-- Material provided --
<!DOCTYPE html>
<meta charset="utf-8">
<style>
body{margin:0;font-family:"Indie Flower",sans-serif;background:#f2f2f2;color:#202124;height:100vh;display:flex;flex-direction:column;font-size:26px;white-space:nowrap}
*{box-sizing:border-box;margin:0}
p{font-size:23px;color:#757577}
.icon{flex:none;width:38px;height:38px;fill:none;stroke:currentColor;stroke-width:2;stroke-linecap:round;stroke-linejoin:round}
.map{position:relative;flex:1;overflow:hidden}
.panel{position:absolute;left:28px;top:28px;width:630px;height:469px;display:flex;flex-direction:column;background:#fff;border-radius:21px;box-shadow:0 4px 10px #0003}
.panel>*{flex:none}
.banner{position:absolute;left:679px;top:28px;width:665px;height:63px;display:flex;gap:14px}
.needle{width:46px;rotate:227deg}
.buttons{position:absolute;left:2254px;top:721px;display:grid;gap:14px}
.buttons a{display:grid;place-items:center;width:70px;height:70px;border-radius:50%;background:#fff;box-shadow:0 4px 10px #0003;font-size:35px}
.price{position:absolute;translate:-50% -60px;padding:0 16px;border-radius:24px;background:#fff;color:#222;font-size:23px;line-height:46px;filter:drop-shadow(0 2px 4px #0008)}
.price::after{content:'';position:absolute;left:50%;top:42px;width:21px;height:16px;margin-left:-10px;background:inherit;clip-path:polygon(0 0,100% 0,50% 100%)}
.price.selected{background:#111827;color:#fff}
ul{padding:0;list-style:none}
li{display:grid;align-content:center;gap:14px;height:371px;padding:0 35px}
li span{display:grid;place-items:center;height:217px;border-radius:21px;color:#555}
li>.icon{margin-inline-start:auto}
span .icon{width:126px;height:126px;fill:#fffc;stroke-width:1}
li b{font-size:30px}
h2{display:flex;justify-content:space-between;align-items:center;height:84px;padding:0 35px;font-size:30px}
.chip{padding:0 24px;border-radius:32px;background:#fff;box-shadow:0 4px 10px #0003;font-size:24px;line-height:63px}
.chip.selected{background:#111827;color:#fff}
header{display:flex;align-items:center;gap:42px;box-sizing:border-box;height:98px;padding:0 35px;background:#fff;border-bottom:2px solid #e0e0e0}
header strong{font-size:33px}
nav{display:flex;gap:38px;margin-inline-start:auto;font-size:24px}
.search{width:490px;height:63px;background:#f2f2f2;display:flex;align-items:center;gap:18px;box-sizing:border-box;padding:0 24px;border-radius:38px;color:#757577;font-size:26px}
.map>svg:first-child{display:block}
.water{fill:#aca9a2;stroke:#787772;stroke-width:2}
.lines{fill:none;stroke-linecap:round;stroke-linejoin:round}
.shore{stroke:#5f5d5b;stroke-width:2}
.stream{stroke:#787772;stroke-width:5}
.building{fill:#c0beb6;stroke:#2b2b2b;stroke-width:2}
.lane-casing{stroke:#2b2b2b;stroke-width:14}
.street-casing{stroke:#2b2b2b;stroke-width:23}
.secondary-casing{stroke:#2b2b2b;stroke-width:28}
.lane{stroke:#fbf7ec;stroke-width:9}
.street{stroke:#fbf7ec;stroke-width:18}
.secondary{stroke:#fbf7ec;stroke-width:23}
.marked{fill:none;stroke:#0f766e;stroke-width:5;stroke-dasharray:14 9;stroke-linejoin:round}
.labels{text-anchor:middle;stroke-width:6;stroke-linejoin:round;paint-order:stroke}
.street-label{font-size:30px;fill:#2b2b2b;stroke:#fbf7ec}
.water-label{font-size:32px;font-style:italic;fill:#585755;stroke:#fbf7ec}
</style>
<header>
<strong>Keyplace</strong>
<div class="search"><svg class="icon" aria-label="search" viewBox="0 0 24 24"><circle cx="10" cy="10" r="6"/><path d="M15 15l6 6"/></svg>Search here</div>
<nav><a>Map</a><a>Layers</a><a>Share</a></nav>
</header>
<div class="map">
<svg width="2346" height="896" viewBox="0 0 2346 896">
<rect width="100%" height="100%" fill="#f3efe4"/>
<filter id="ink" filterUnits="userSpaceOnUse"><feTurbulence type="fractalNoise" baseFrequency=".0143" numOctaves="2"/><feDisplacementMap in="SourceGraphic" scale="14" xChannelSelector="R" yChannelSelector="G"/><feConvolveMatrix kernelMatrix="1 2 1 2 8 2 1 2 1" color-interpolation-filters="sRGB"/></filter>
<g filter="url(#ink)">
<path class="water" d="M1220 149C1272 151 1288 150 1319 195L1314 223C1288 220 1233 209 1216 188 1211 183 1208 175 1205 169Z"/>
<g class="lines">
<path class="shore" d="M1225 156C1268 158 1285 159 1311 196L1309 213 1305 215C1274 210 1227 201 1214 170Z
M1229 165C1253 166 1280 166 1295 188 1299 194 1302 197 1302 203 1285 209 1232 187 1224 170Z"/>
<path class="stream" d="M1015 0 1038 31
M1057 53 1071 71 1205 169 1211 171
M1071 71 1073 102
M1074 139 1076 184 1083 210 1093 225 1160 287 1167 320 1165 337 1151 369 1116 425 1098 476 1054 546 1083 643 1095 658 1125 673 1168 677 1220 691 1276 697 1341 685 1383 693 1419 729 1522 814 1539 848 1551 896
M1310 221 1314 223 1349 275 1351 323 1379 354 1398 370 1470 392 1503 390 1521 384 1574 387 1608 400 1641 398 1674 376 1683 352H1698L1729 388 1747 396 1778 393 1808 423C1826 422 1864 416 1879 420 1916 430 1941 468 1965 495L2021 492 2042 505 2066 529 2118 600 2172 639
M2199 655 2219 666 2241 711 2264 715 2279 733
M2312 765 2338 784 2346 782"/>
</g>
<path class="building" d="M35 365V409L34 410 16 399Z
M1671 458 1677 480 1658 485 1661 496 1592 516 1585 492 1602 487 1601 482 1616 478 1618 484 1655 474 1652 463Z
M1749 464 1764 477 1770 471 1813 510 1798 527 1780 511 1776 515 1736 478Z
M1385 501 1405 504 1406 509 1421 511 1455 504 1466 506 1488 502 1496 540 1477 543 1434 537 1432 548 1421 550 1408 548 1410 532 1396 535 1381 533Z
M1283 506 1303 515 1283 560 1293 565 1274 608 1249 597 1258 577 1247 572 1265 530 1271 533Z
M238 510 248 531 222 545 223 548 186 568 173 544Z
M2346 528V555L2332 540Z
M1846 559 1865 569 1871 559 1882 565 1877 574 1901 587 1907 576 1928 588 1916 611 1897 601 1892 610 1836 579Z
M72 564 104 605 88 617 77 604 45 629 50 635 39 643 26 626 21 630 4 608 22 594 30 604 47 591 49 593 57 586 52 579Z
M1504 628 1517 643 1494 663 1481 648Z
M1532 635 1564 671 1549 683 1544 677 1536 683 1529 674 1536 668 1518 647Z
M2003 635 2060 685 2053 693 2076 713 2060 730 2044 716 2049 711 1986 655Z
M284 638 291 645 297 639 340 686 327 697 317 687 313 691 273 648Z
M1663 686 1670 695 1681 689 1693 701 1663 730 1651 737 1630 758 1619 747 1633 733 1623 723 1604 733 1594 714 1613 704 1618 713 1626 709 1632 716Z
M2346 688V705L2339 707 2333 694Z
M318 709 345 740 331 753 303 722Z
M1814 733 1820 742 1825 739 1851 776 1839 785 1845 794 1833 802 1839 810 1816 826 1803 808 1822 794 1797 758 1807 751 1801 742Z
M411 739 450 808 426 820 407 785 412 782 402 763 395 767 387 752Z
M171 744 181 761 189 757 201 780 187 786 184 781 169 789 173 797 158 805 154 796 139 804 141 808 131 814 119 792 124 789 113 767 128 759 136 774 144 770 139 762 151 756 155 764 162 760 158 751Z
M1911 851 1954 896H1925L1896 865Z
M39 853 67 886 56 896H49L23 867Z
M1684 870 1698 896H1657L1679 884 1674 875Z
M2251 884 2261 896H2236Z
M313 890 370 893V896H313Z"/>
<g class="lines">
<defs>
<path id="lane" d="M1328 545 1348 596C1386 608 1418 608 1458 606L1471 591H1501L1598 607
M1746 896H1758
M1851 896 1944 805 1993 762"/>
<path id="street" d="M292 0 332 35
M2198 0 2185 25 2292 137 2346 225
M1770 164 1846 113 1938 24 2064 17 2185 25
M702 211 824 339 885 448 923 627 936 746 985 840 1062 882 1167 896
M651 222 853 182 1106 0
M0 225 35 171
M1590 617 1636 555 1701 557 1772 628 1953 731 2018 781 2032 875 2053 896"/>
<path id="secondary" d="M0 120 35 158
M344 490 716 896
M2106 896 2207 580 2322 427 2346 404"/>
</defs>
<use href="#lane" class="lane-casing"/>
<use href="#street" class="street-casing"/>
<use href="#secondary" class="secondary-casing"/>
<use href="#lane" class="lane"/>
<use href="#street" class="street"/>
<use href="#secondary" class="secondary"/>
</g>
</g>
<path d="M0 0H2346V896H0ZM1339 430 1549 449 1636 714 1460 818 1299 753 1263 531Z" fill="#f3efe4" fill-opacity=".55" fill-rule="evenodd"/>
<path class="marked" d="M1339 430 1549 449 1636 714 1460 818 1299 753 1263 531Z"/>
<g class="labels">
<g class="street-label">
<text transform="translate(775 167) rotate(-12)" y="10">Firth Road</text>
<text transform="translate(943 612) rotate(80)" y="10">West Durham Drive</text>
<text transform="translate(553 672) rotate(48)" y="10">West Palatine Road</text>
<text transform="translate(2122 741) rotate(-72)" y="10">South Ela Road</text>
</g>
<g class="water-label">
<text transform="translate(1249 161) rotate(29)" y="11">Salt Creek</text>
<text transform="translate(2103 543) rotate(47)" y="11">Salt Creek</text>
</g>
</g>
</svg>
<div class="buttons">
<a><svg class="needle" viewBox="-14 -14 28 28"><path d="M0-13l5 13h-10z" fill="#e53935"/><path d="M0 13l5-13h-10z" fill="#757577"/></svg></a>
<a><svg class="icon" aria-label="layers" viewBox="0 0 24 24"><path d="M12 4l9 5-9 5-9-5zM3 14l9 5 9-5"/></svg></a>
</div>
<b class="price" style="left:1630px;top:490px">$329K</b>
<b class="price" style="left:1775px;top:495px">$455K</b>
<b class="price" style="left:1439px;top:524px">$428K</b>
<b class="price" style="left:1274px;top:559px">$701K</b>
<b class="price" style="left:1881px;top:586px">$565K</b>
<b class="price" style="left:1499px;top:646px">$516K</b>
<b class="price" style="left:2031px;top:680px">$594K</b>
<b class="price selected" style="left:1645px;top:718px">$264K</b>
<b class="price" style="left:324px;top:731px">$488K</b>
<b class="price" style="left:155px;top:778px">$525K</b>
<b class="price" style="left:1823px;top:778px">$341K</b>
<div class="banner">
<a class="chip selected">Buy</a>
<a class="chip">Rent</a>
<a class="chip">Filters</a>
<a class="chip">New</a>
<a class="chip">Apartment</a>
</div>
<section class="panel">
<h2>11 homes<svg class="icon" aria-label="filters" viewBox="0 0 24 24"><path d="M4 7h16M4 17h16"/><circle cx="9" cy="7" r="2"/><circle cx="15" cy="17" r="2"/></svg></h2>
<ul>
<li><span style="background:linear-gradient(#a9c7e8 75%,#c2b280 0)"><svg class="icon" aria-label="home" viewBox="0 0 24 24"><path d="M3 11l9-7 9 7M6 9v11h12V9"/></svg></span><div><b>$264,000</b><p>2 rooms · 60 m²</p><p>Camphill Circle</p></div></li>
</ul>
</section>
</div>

-- What you need to do --
Locate and copy each line in the data above that includes the word "buttons".

-- Response for this exercise --
.buttons{position:absolute;left:2254px;top:721px;display:grid;gap:14px}
.buttons a{display:grid;place-items:center;width:70px;height:70px;border-radius:50%;background:#fff;box-shadow:0 4px 10px #0003;font-size:35px}
<div class="buttons">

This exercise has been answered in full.